Koç Üniversitesi’nde akademik hayatına devam etmeye karar verdin ve doktora programına kabul edildin. Bundan sonrası için hayallerin neler?

Koç Üniversitesi’nde çok değerli hocalardan ders alma fırsatım oldu. Bazı hocalarımla iletişimimizi sürdürmeye devam ettik, onlardan kariyerim konusunda tavsiyeler aldım. İlgi alanım her zaman pazarlama idi, psikoloji eğitimime başladıktan sonra tüketici davranışlarına ilgi duymaya başladım. Araştırma yapmayı çok seviyorum, bu yüzden akademik hayatıma devam etmeye karar verdim.

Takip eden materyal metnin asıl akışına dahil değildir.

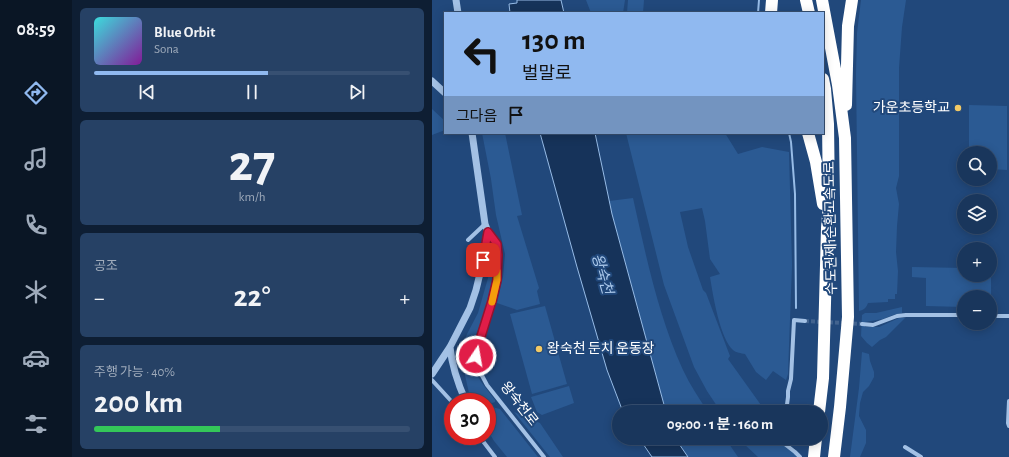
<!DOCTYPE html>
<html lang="ko">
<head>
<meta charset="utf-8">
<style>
  :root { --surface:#19365c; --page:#264165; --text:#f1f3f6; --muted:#9fabbb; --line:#375072; --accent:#90b9f0 }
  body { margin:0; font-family:"Alegreya Sans","Noto Sans KR",sans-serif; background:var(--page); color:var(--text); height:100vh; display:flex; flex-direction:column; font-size:15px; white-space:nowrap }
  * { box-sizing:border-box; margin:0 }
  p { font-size:13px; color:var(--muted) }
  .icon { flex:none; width:22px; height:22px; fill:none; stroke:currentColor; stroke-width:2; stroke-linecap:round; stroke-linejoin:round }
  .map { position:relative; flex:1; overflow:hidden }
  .details { display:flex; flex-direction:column; gap:8px; padding:8px; background:#0e1e33; width:360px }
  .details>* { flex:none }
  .hud { position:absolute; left:12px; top:12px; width:380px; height:122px; border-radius:0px; box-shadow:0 2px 10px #0003,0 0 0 1px var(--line); background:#90b9f0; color:#111; overflow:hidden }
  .buttons { position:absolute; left:525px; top:146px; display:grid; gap:8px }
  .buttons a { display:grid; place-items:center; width:40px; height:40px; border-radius:50%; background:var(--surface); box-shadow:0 2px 10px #0003,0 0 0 1px var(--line); font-size:20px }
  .speed { position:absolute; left:12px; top:393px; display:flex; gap:8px; font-size:20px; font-weight:700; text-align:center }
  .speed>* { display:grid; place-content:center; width:52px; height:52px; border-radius:50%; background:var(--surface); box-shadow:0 2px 10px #0003,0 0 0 1px var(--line); line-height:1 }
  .speed .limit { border:6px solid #d22; background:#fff; color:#111 }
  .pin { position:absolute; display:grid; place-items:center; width:34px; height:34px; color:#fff; margin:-17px; border-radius:8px; box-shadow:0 2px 6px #0006 }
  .me { position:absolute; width:44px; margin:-22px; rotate:12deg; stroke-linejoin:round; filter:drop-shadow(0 0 3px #0008) }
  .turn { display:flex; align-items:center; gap:14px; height:84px; padding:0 12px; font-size:18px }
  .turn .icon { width:52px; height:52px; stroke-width:2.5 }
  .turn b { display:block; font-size:28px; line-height:34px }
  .then { display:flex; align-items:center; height:38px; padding:0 12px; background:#0003; gap:8px; font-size:15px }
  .big { font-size:30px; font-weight:600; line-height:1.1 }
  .details .widget { flex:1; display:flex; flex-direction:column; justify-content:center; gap:6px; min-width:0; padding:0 14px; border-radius:6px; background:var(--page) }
  .details .dial { align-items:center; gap:0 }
  .dial b { font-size:52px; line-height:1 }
  .song { display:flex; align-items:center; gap:12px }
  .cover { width:48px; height:48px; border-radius:6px; background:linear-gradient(135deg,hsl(180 70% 55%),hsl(290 70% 35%)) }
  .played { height:4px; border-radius:2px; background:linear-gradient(90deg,var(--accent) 55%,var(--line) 55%) }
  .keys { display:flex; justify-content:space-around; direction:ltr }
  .heat { display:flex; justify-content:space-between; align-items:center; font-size:22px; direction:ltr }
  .charge { height:6px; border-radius:3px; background:linear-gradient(90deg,#34c759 40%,var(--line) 0) }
  .trip { position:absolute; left:180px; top:405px; width:216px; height:40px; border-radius:20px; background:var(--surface); box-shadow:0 2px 10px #0003,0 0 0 1px var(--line); font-weight:600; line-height:40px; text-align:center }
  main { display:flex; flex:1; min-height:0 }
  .tabs { display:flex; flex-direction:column; width:72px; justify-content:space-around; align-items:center; background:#0a1625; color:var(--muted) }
  .tabs .icon { width:28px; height:28px }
  .tabs .selected { color:var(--accent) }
  .tabs b { font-size:18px; color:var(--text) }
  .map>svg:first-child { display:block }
  .green { fill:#2b5a93 }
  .water { fill:#16335a; stroke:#97bce7 }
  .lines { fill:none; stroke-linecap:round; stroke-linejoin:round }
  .stream { stroke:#97bce7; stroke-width:2 }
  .minor-tunnel { stroke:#42638f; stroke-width:4; stroke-dasharray:4 2; stroke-linecap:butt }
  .minor { stroke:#a3c1e5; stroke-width:4 }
  .tertiary { stroke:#a3c1e5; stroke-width:7 }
  .motorway { stroke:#fff; stroke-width:12 }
  .route-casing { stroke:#92132f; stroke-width:10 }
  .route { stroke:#e11d48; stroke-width:7 }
  .slow { stroke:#f59e0b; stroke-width:7 }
  .poi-dot { fill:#f2c965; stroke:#21487b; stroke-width:1.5 }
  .labels { text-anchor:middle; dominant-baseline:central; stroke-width:4; stroke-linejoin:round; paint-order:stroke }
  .poi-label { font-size:14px; fill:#fff; stroke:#21487b; text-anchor:end }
  .street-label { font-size:14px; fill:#fff; stroke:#21487b }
  .water-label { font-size:15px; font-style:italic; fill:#aecbed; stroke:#21487b }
</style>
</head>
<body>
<main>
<nav class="tabs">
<b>08:59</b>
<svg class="icon selected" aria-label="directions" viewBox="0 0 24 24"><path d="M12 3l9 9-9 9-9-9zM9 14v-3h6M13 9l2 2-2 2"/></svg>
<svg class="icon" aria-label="music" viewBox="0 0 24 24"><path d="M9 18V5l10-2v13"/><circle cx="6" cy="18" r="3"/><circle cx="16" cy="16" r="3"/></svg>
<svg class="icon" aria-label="phone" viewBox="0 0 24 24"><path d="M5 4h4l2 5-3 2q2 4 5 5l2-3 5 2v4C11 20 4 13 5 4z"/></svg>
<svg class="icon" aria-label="climate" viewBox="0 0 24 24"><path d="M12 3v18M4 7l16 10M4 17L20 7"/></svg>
<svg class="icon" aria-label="car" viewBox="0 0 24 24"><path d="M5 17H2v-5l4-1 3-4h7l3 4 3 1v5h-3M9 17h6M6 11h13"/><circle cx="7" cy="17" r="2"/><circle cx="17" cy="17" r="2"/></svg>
<svg class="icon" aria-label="filters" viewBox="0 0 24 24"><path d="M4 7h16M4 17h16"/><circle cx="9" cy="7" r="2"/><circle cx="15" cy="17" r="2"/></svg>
</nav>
<section class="details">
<div class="widget">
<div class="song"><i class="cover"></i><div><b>Blue Orbit</b><p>Sona</p></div></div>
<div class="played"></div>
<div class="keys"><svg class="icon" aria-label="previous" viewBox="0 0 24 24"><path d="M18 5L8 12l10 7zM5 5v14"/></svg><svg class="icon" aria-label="pause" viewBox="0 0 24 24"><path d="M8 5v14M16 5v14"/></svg><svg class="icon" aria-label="next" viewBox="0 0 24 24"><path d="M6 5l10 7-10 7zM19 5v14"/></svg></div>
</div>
<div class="widget dial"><b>27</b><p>km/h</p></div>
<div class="widget"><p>공조</p>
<div class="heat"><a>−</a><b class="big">22°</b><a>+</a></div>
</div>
<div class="widget"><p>주행 가능 · 40%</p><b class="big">200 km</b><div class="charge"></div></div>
</section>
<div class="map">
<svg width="577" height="457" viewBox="0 0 577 457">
  <rect width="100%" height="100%" fill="#21487b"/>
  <path class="green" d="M154,0h39l-2,13h-32z
    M196,0h16l-1,13h-16z
    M429,0h45l-4,27 -3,41v108l-3,12 3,16 -2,22 -1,26 2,19 -1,23h-2v5h-7v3l-20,1c-2,5 -4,7 -9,8l-3,-237 1,-41z
    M537,105l38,1v64l-17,-1v-16h-21z
    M0,109l13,12v9l-13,5z
    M50,133h23l17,82 -5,1 22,72 -2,3 3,13 -23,6 -20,-7 6,-26 2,-23 -9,-39 -5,-36z
    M194,133h99l13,21 24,-7 27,5 3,113 -4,109 -2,6 -13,-9 -7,9 -10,-8 -11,-18c-4,-1 -9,-1 -12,-4 -13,-12 -20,-54 -23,-73l10,-3 -10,-15 -5,-38 -3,-13 -22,4 8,35 15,43 3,3 24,63 -2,3 38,53h-45l-14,-21 -13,-24 -30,-82z
    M201,198c13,58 25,117 50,172 7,15 16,28 25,42h-42l-54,-198 -3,-13z
    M62,254c-1,20 -3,40 -9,59 -5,14 -16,32 -14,47 3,15 15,28 24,40v2l-3,1 -16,-4 -5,3 -11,-49 7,-19 11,-21 10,-35z
    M480,267l52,1v7h26v-7h1v39l-1,-10h-26v10l-38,-1v-28l-14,-1z
    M113,306l22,78 -35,10 -22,-80z
    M470,307v6l-9,2 -10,4 -18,3v5h14l20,-9h6l-19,19 -6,3 -8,7 -5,-4 -6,-7 1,-21 3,-2h11z
    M430,352l7,2 1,7 4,11v5l-5,9 -6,6 -3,11 -1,13 7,14v13l-6,14h-10l9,-69z
    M137,386l5,17 -32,12 -5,-3 -6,-15z
    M55,406l13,3 38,48h-31l-13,-16 -7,-12z
    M82,412l26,11 23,34h-13z
    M243,438h50l13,19h-50z
    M307,438h45l13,19h-39l-14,-13z"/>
  <path class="water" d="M85,0h44l3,13h-54l-1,-9 8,-1z
    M108,133h55l17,81 54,198h-43l-16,-42 -30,-103z
    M207,438h36l13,19h-36z"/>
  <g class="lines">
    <path class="stream" d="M326,13l1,-13
      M357,133l2,9 4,52 1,114"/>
    <path class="minor-tunnel" d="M373,321l57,3"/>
    <path class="minor" d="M56,233l9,11 1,11 -1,25 -4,21 -15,45 -2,10 2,12 9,17 57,72
      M36,240l17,-16
      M558,316h19
      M430,324l11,1 24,-9 9,-1h58
      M0,380l21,23
      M577,401l-1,22 1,3
      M354,412l2,-15v-6l3,-12 3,-59 11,1
      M47,436l16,21
      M354,438v7l9,7 5,5
      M473,447l16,10"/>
    <path class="tertiary" d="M24,0l2,13
      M0,81l13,12
      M18,347c2,20 8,37 16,55
      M0,374l18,-27 20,-39 6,-18 7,-29 5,-29 -3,-8 -13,-91"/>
    <path class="motorway" d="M374,0l3,13
      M390,0l16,85 7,53 3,179 -8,90 -6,50
      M339,13l1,-13
      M414,105l2,-79 4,-26
      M376,133l8,29 7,42
      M387,412l4,-34 4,-150 2,-27 -1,-77 -3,-35 -2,-10
      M382,457l2,-19"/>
  </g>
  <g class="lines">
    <defs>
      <path id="route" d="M44,356l2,-10 14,-45 5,-21 1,-25 -1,-11 -9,-12 -5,28"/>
    </defs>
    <use href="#route" class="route-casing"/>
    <use href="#route" class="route"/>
    <path class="slow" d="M60,302l5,-22v-9"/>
  </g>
  <g class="poi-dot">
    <circle cx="526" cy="108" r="4"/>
    <circle cx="107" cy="349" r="4"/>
  </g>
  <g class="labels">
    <g class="poi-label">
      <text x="518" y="108">가운초등학교</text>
      <text x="115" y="349" text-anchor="start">왕숙천 둔치 운동장</text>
    </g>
    <g class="street-label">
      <text transform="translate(399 228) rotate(-91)">수도권제1순환고속도로</text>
      <text transform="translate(87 404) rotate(52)">왕숙천로</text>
    </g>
    <g class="water-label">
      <text transform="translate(170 274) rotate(74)">왕숙천</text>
    </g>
  </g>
</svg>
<div class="buttons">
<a><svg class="icon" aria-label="search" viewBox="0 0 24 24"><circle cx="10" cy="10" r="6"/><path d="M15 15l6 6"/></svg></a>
<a><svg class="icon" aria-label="layers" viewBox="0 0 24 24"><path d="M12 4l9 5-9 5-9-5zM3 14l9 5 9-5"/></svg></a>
<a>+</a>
<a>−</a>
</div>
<div class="speed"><div class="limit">30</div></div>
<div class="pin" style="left:51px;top:260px;background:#d93025"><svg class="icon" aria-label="arrive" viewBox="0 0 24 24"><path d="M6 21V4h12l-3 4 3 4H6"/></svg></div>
<svg class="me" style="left:44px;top:356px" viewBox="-20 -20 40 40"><circle r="17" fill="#e11d48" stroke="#fff" stroke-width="3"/><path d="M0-11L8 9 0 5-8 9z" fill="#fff"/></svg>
<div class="trip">09:00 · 1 분 · 160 m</div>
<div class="hud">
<div class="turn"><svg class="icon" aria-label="left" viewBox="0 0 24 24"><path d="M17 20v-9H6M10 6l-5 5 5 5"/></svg><div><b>130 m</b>벌말로</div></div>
<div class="then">그다음<svg class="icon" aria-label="arrive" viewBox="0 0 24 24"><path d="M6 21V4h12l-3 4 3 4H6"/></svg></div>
</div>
</div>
</main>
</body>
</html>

En büyük hayalim rol model olarak benimsediğim hocalarım gibi bir akademisyen olmak. Ben de bu bilinçle hem araştırmalar yapmak hem de gelecek nesillerin eğitimine katkıda bulunmak istiyorum.

 

İleride sen de Anadolu Bursiyerleri Programı’na destek vermek ister misin?

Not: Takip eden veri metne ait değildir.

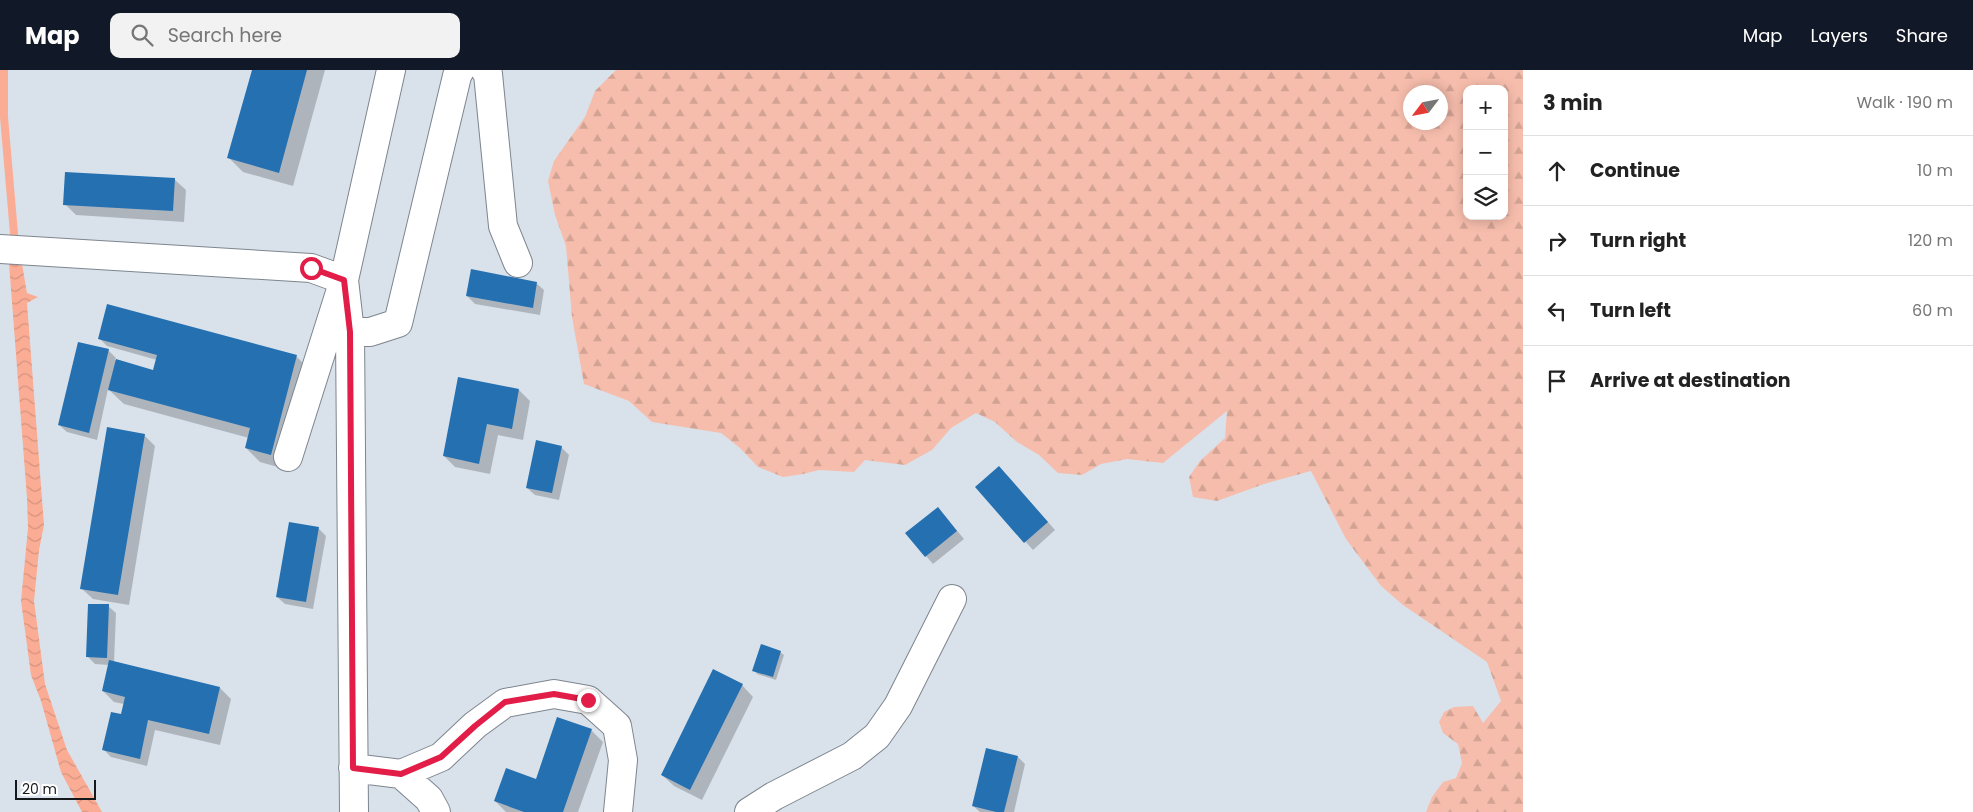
<!DOCTYPE html>
<meta charset="utf-8">
<style>
body{margin:0;font-family:Poppins,sans-serif;background:#f2f2f2;color:#222}
.controls{position:absolute;right:15px;top:15px;display:grid;overflow:hidden;border-radius:10px;box-shadow:0 2px 12px #0003}
.controls button{width:45px;height:45px;display:grid;place-items:center;padding:0;border:0;border-bottom:1px solid #e0e0e0;background:#fff;color:#222;font:25px sans-serif}
.compass{position:absolute;left:1403px;top:15px;width:45px;height:45px;border-radius:50%;background:#fff;box-shadow:0 2px 12px #0003;rotate:238deg}
.scale{position:absolute;left:15px;bottom:12px;width:81px;box-sizing:border-box;padding-left:5px;border:2px solid #16191c;border-top:0;font-size:14px;line-height:18px;white-space:nowrap;color:#16191c;-webkit-text-stroke:4px #fff;paint-order:stroke}
.stop{position:absolute;width:15px;height:15px;margin:-11px;border:4px solid #e11d48;border-radius:50%;background:#fff}
.stop.end{background:#e11d48;border-color:#fff;box-shadow:0 1px 5px #0008}
.list{margin:0;padding:0;list-style:none}
h2{display:flex;justify-content:space-between;align-items:center;height:65px;margin:0;padding:0 20px;font-size:21px}
h2 small{font-size:16px;font-weight:400;color:#767676}
.list li{display:grid;grid-template-columns:32px 1fr auto;gap:15px;align-items:center;box-sizing:border-box;height:70px;padding:0 20px;border-top:1px solid #e0e0e0}
.list b{display:block;font-size:19px;white-space:nowrap}
.list em{font-size:16px;font-style:normal;color:#767676}
.icon{flex:none;width:28px;height:28px;fill:none;stroke:currentColor;stroke-width:2;stroke-linecap:round;stroke-linejoin:round}
.map{position:relative;flex:none;width:1523px;height:742px;overflow:hidden}
header{display:flex;align-items:center;gap:30px;box-sizing:border-box;height:70px;padding:0 25px;background:#111827;color:#fff}
header strong{font-size:24px}
nav{display:flex;gap:28px;margin-inline-start:auto;font-size:18px}
.search{width:350px;height:45px;background:#f2f2f2;display:flex;align-items:center;gap:12px;box-sizing:border-box;padding:0 18px;border-radius:10px;color:#767676;font-size:19px}
main{display:flex}
aside{flex:1;background:#fff}
.map>svg:first-child{display:block}
</style>
<header>
<strong>Map</strong>
<div class="search"><svg class="icon" aria-label="search" viewBox="0 0 24 24"><circle cx="10" cy="10" r="6"/><path d="M15 15l6 6"/></svg>Search here</div>
<nav><a>Map</a><a>Layers</a><a>Share</a></nav>
</header>
<main>
<div class="map">
<svg width="1523" height="742" viewBox="0 0 1523 742">
<defs>
<pattern id="forest-firs" width="22" height="20" patternUnits="userSpaceOnUse" patternTransform="scale(1.25)"><rect width="22" height="20" fill="#f6bdac"/><path d="M5 1l3.5 6h-7zM16 11l3.5 6h-7z" fill="#d2a293"/></pattern>
<pattern id="water-waves" width="16" height="10" patternUnits="userSpaceOnUse" patternTransform="scale(1.25)"><rect width="16" height="10" fill="#fbac94"/><path d="M0 5q4-4 8 0t8 0" fill="none" stroke="#d6937f"/></pattern>
</defs>
<rect width="100%" height="100%" fill="#d9e2eb"/>
<path fill="url(#forest-firs)" fill-rule="evenodd" d="M616,0h907v742h-97l6,-15 11,-15 13,-4 6,-15 -4,-19 -15,-11 -4,-11 5,-10 10,-5 19,-1 10,17 18,-22 -14,-39 -84,-57 -22,-19 -35,-47 -35,-68 -47,13 -47,17 -24,-4 -4,-20 11,-16 25,-23 2,-27 -64,52 -36,-4 -26,5 -19,11 -24,-2 -19,-18 -22,-13 -22,-20 -19,-9 -25,15 -19,22 -27,15 -40,-5 -11,12 -35,-2 -16,4 -20,3 -25,-10 -18,-19 -19,-15 -69,-11 -23,-21 -45,-17 -12,-67 -6,-71 -11,-31 -7,-34 6,-20 31,-44 10,-26zM1467,19h37v127h-37zM1410,22h30v30h-30z"/>
<path fill="url(#water-waves)" d="M9,193l13,1 5,29 11,4 -11,6 17,222 -5,25 -5,51 11,83 22,66 35,62h-20l-21,-40 -20,-71 -10,-26 -10,-74 7,-73 -1,-30z"/>
<path fill="#0003" d="M253,0h72l-32,116 -50,-14 -14,-14z
M174,109l12,11 -2,32 -108,-7 -11,-11z
M536,213l8,7 -4,25 -65,-11 -8,-8z
M108,236l189,51 14,14 -26,98 -25,-7 -14,-14 3,-10 -125,-34 -16,-15 -11,51 -30,-8 -8,-7 49,-75 8,8 -1,2 39,11 3,-11 -50,-14 -8,-8z
M519,320l11,11 -7,39 -25,-5 -8,39 -35,-7 -11,-11z
M144,365l11,11 -26,159 -36,-6 -12,-11z
M561,377l8,8 -10,45 -24,-5 -8,-7z
M1007,405l48,55 -22,20 -56,-62z
M945,446l19,23 -31,25 -7,-8z
M318,458l8,8 -13,73 -28,-5 -8,-7z
M108,536l8,7 -2,50 106,25 11,11 -11,46 -65,-15 -8,36 -36,-9 -7,-7 21,-34 -1,-12 -10,-2 -11,-11 6,-26 -14,-1 -8,-8z
M780,582l4,3 -8,25 -19,-6 -3,-4z
M742,615l11,12 -51,103 -28,-14 -12,-11z
M591,660l12,12 -25,70h-72l-11,-11 42,-21z
M1018,687l7,7 -11,48h-34l-7,-6z"/>
<g fill="none" stroke-linecap="round" stroke-linejoin="round">
<path stroke="#fbac94" stroke-width="8" d="M4,0v47l11,128"/>
</g>
<path fill="#2470b1" d="M252,0h55l-28,103 -52,-15z
M65,102l110,6 -2,33 -110,-6z
M471,199l66,13 -4,26 -67,-12z
M107,234l190,51 -26,100 -26,-7 5,-20 -142,-38 8,-31 37,11 4,-15 -59,-16z
M78,272l31,7 -20,84 -31,-8z
M458,307l61,12 -7,40 -25,-5 -8,40 -36,-8z
M107,357l38,7 -27,161 -38,-6z
M536,370l26,6 -10,47 -26,-5z
M999,396l49,56 -24,21 -49,-56z
M938,437l19,24 -32,26 -20,-24z
M289,452l30,5 -13,75 -30,-5z
M88,534h21l-2,54 -21,-1z
M761,574l20,7 -8,26 -21,-6z
M109,590l111,27 -11,47 -61,-14 -8,39 -38,-9 9,-38 10,2 4,-17 -23,-6z
M713,599l30,15 -53,106 -29,-15z
M557,647l35,12 -29,83h-39l-30,-11 12,-33 30,11z
M986,678l32,8 -14,56h-8l-24,-6z"/>
<g fill="none" stroke-linecap="round" stroke-linejoin="round">
<g stroke="#7d858e" stroke-width="30">
<path id="minor" d="M485,0l3,4 15,152 15,37
M0,179l311,19 33,12
M344,210l6,52 4,480
M350,262h20l28,-9 59,-247 3,-6
M288,387l56,-177 47,-210
M353,698l48,6 40,-17 34,-32 30,-22 49,-9 34,6 29,26 6,34 -5,52
M401,704l28,25 7,13
M749,742l25,-16 78,-40 25,-20 21,-30 54,-107"/>
</g>
<use href="#minor" stroke="#fff" stroke-width="28"/>
</g>
<g fill="none" stroke-linecap="round" stroke-linejoin="round">
<path stroke="#e11d48" stroke-width="6" d="M311,198l33,12 6,52 3,436 48,6 40,-17 34,-31 30,-24 49,-8 34,6"/>
</g>
</svg>
<div class="controls">
<button>+</button>
<button>−</button>
<button><svg class="icon" aria-label="layers" viewBox="0 0 24 24"><path d="M12 4l9 5-9 5-9-5zM3 14l9 5 9-5"/></svg></button>
</div>
<svg class="compass" viewBox="-18 -18 36 36"><path d="M0-13l5 13h-10z" fill="#e53935"/><path d="M0 13l5-13h-10z" fill="#767676"/></svg>
<div class="scale">20 m</div>
<div class="stop" style="left:311px;top:198px"></div>
<div class="stop end" style="left:588px;top:630px"></div>
</div>
<aside>
<h2>3 min<small>Walk · 190 m</small></h2>
<ul class="list">
<li><svg class="icon" aria-label="ahead" viewBox="0 0 24 24"><path d="M12 20V5M6 11l6-6 6 6"/></svg><div><b>Continue</b></div><em>10 m</em></li>
<li><svg class="icon" aria-label="right" viewBox="0 0 24 24"><path d="M7 20v-9h11M14 6l5 5-5 5"/></svg><div><b>Turn right</b></div><em>120 m</em></li>
<li><svg class="icon" aria-label="left" viewBox="0 0 24 24"><path d="M17 20v-9H6M10 6l-5 5 5 5"/></svg><div><b>Turn left</b></div><em>60 m</em></li>
<li><svg class="icon" aria-label="arrive" viewBox="0 0 24 24"><path d="M6 21V4h12l-3 4 3 4H6"/></svg><div><b>Arrive at destination</b></div></li>
</ul>
</aside>
</main>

Elbette. Yıllardır hayalim ilk maaşımla Anadolu Bursiyerleri Programı’na bağış yapmak ve bunu hayatım boyunca sürdürmek. Umarım en kısa sürede bu hayalime ulaşabilirim.

 

Son olarak Anadolu Bursiyerleri Programı ile ilgili neler söylemek istersin?

Bu programa kabul edilen her öğrenci çok özel ve başarılı, bu yüzden dilerim ki bağışçıların sayısı her geçen yıl katlanarak artar. Türkiye maalesef eğitimde fırsat eşitsizliğinin yüksek olduğu bir ülke. Dilerim ki Anadolu’da keşfedilmeyi bekleyen her başarılı öğrenci Koç Üniversitesi’nde eğitim görmeye hak kazanır. Ek olarak en büyük dileğim Anadolu Bursiyerleri Programı’nın diğer üniversitelere de örnek olması ve bu programın tüm Türkiye’de yaygınlaşması.

Eğitim hayatım boyunca maddi ve manevi hiçbir desteğini esirgemeyen bağışçım ETİ’ye, Koç Üniversitesi Kurumsal İlişkiler ve Kaynak Geliştirme Ofisi çalışanlarına, üzerimde emeği olan saygıdeğer hocalarıma ve her daim yanımda olan aileme teşekkür ederim.